*TASK STATEMENT*: Could you set down exactly the lines of the data below, starting at the one that holds "margin:0; padding:0; list-style:none" and ending at the one that holds "font-size:16px; font-weight:400; color:var(--muted)", both included, and only those?

*PROVIDED MATERIAL*:
=======

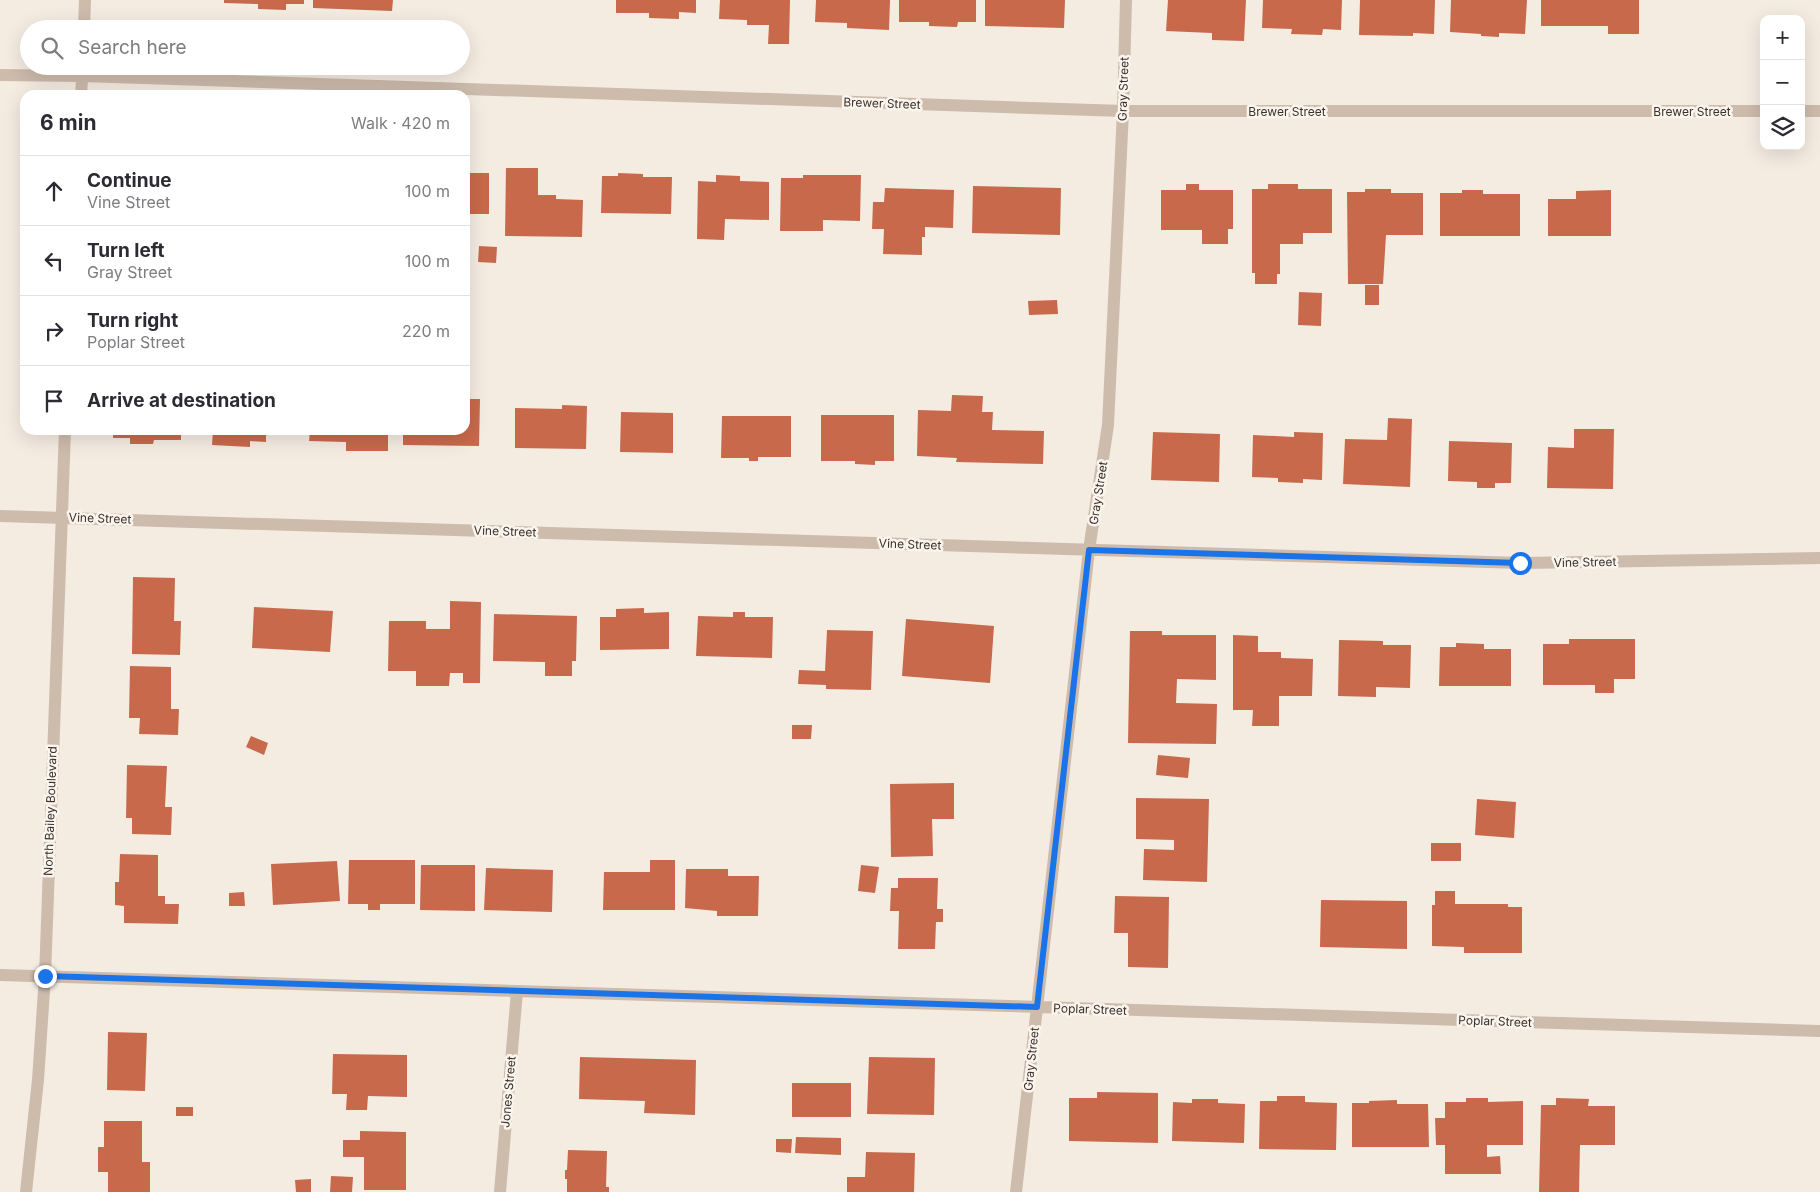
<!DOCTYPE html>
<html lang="en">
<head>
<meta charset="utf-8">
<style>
  :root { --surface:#fff; --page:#f7f7f7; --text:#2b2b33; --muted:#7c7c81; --line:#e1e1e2 }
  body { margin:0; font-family:Inter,sans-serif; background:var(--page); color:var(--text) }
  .controls { position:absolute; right:15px; top:15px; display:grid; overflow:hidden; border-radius:10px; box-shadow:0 5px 20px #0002 }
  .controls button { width:45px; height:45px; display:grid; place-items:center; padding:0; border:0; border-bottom:1px solid var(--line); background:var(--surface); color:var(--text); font:25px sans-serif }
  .stop { position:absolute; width:15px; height:15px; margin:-11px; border:4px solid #1a73e8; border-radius:50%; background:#fff }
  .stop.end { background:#1a73e8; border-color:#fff; box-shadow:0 1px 5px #0008 }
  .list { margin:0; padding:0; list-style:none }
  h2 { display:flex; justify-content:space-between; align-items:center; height:65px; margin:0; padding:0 20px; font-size:21px }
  h2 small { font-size:16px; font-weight:400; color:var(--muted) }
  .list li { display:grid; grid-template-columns:32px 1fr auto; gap:15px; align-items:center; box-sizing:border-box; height:70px; padding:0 20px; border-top:1px solid var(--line) }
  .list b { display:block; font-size:19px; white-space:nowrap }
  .list p { margin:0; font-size:16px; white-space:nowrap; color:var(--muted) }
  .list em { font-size:16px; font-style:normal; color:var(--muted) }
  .icon { flex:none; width:28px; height:28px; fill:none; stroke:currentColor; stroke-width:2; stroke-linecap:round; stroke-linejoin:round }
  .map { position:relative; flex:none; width:1820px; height:1192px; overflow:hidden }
  .search { position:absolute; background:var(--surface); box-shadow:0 5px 20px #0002; left:20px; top:20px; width:450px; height:55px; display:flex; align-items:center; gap:12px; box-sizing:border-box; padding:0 18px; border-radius:28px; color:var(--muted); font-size:19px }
  .panel { position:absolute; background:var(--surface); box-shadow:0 5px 20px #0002; left:20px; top:90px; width:450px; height:345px; border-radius:15px }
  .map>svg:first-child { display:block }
</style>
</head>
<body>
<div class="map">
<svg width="1820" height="1192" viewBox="0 0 1820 1192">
  <rect width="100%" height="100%" fill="#f4ebe1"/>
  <path fill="#c8694b" d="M224 0H304V4H286V10L258 9V4L224 3Z
    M313 0H393L392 11 313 8Z
    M616 0H696V13L679 12V19L649 18V13H616Z
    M720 0H790L789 44H768L769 25H747V20L719 19Z
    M816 0H890L889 30 847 28V23L815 22Z
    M899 0H976V22H958L957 27 929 26V22H899Z
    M985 0H1065L1064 28 985 26Z
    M1168 0H1246L1244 41 1212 40V33L1166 31Z
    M1263 0H1342L1341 30 1323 29 1322 35 1291 34 1292 29 1262 28Z
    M1360 0H1435L1434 34 1413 33V36L1359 35Z
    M1451 0H1527L1525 34 1499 33V37L1481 36V34L1450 32Z
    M1541 0H1639V34H1608V26H1541Z
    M506 168H538V195H556V199L583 200 582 237 505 236Z
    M465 173H489V214H465Z
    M618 173 643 174V177H672L671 214 601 213 602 176H618Z
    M716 175 740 176V181L769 182V220L725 219 724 240 697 239 698 181 716 182Z
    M803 175H861L860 221 823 220V231H780L781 178H803Z
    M1186 184H1199V190H1233V229H1228V244H1202V230H1161V190H1186Z
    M1268 184H1298V189H1332V233H1303V244H1280V274H1277V284H1255V273H1252V189H1268Z
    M973 186 1061 188 1060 235 972 233Z
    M885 188 954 190 953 228 925 227V237H922V255L883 254 884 229H872L873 202H884Z
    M1365 189H1391V193H1423V235H1386L1383 284H1348L1347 192H1365Z
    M1462 190H1483V194H1520V236H1440V193H1462Z
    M1611 190V236H1548V199H1576V191Z
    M479 246 497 247 496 263 478 262Z
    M1365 285H1379V305H1365Z
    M1299 292 1322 293 1321 326 1298 325Z
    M1057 300 1058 314 1029 315 1028 301Z
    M952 395 983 396 982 412H993L992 430 1044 431 1043 464 956 462 957 458 917 456 918 410 951 411Z
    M465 399H480L479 446 403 445V430H465Z
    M562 405 587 406 586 449 515 448V408L562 409Z
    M621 412 673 413V453L620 452Z
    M821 415H894V461H875V465L855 464V461H821Z
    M722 416H791V457H758V461H749V458H721Z
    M1388 418 1412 419 1410 487 1343 484 1345 439 1387 440Z
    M1574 429H1614L1613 489 1547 488 1548 447 1574 448Z
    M113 430H181V440H154L153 444H130V438H113Z
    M213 430H286V435L266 434V442L250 441V447L212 445Z
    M310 430H388V451H346V442L309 441Z
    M1153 432 1220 434 1219 482 1151 480Z
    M1294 432 1323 433 1322 480 1303 479V483L1278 482V478L1252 477 1253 435 1294 437Z
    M1449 441 1512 443 1511 483H1495V488H1477V482L1448 481Z
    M133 577 175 578 174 621H181L180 655 132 654Z
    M450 601 481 602 480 683H463V673H450L449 686H416V671H388L389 621H426V629H450Z
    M254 607 333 611 330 652 252 648Z
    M644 608V613L669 612V649L600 650V617H616V609Z
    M733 612H745V617H773L772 658 696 656 698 616 733 617Z
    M494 614 577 616 576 661H572V676H545V662L493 661Z
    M906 619 994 626 990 683 902 676Z
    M827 630 873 631 871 690 826 689V685L798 684 799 670 825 671Z
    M1130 631H1162V635H1216V680L1177 679 1176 703 1217 704 1216 744 1128 743Z
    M1233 635 1258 636V652H1281V658L1313 659 1312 696H1279V726H1252L1253 710H1233Z
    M1569 639H1635V679H1614V693H1595V685H1543V644H1569Z
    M1339 640 1383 641V645H1411L1410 688 1376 687V697L1338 696Z
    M1456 643 1484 644V649H1511V686H1439L1440 647H1456Z
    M130 666 171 667V709H179L178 735 139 734 140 718H129Z
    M792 725H812L811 739H792Z
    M251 736 268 743 264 755 246 747Z
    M1158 755 1190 758 1188 778 1156 775Z
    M127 765 167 766 165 807H172L171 835 132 834V818H126Z
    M954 783V819H932L933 856 891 857 890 784Z
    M1136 798 1209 799 1207 882 1143 880 1144 849 1174 850V840L1136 839Z
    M1477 799 1516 802 1514 838 1475 835Z
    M1431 843H1461V861H1431Z
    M120 854 158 855V896H165V904H179L178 924 124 923V906L115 905V882H119Z
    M349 860H415V904H380V910H368V904H348Z
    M650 860H675V910H603L604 872H650Z
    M337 861 340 901 273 905 271 864Z
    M421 865H475V911L420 910Z
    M861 865 879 867 875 893 858 891Z
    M486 868 553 870 552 912 484 910Z
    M686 869H728V876H759L758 916H717V911L685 908Z
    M898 878H938L937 909H943V922H936L935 949H898L899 911H890L891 888H898Z
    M1435 891H1455V904H1508V907H1522V953H1464V947L1432 946V905H1435Z
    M244 892 245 906H229V893Z
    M1115 896 1169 897 1168 968 1128 967V933H1114Z
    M1321 900 1407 901V949L1320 947Z
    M108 1032 147 1033 145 1091 107 1090Z
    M333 1054 407 1055V1097L368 1096 367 1110H346L347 1094H332Z
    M580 1057 696 1060 695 1115 644 1113 645 1101 579 1099Z
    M869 1057 935 1058 934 1115 867 1114Z
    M792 1083H851V1117H792Z
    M1097 1092 1158 1093V1143L1069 1141V1098H1097Z
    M1277 1096H1305V1102L1337 1103 1336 1150 1259 1149 1260 1101H1277Z
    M1466 1098H1488V1102L1523 1101V1145H1487V1157L1500 1156 1501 1174H1445V1145H1436L1435 1118H1445V1102H1466Z
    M1556 1098 1589 1099 1588 1106H1615V1145H1580L1579 1192H1539L1541 1105H1556Z
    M1192 1099H1218V1103L1245 1104 1244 1143 1172 1141 1173 1102 1192 1103Z
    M1397 1100V1104H1428L1429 1147H1352V1103H1369V1101Z
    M176 1107H193V1116H176Z
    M104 1121H142V1162H150V1192H108V1172H98V1147H104Z
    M360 1131 406 1132V1190H364V1157H343V1140H360Z
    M796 1137 841 1138V1155L795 1153Z
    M776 1139H792L791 1153 776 1152Z
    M568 1150 607 1151 606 1187H609V1192H567V1179H565V1170H567Z
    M866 1152 915 1153 914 1192H847V1177H865Z
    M331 1176 353 1177 352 1192H330Z
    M311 1179V1192H296L295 1180Z"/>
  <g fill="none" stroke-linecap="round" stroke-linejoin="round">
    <path stroke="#cdbbac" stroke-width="12" d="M84 29 85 0
      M0 75 82 76 1123 111H1764
      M81 95 83 66
      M1801 111H1820
      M0 516 1520 563 1820 558
      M0 975 1820 1031
      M26 1192 38 1080 45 976 65 430
      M500 1192 517 991
      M1016 1192 1089 550 1108 425 1123 111 1126 0"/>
  </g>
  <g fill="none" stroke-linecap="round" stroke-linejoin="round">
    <path stroke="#1a73e8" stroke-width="6" d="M45 976 1037 1007 1089 550 1520 563"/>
  </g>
  <g text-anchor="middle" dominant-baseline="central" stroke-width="5" stroke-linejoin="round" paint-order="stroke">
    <g font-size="12" fill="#3b302b" stroke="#fbf5ee">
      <text transform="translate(1123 89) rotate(-88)">Gray Street</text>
      <text transform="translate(882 103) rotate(2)">Brewer Street</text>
      <text x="1287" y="111">Brewer Street</text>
      <text x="1692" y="111">Brewer Street</text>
      <text transform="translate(1098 493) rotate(-81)">Gray Street</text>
      <text transform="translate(100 518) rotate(2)">Vine Street</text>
      <text transform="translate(505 531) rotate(2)">Vine Street</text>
      <text transform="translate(910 544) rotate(2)">Vine Street</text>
      <text transform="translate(1585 562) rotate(-1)">Vine Street</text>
      <text transform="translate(50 811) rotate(-88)">North Bailey Boulevard</text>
      <text transform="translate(1090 1009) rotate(2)">Poplar Street</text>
      <text transform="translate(1495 1021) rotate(2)">Poplar Street</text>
      <text transform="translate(1031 1059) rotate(-84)">Gray Street</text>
      <text transform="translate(508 1092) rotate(-85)">Jones Street</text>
    </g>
  </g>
</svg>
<div class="controls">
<button>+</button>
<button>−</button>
<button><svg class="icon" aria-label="layers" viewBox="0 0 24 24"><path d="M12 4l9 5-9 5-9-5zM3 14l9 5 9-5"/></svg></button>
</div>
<div class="stop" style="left:1520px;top:563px"></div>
<div class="stop end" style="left:45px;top:976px"></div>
<div class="search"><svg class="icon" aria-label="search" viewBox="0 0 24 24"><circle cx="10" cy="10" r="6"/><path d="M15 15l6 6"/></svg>Search here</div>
<section class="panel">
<h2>6 min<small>Walk · 420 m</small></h2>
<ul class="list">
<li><svg class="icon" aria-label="ahead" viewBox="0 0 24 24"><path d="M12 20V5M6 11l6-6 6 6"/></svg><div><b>Continue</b><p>Vine Street</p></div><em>100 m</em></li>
<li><svg class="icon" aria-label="left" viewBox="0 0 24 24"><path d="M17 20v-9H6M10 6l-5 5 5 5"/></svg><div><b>Turn left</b><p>Gray Street</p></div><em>100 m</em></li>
<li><svg class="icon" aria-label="right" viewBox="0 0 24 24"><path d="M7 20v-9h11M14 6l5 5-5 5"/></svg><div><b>Turn right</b><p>Poplar Street</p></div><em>220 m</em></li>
<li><svg class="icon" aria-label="arrive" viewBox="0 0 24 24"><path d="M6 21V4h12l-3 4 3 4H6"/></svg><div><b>Arrive at destination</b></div></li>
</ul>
</section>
</div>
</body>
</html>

=======

*WRITTEN SOLUTION*:
  .list { margin:0; padding:0; list-style:none }
  h2 { display:flex; justify-content:space-between; align-items:center; height:65px; margin:0; padding:0 20px; font-size:21px }
  h2 small { font-size:16px; font-weight:400; color:var(--muted) }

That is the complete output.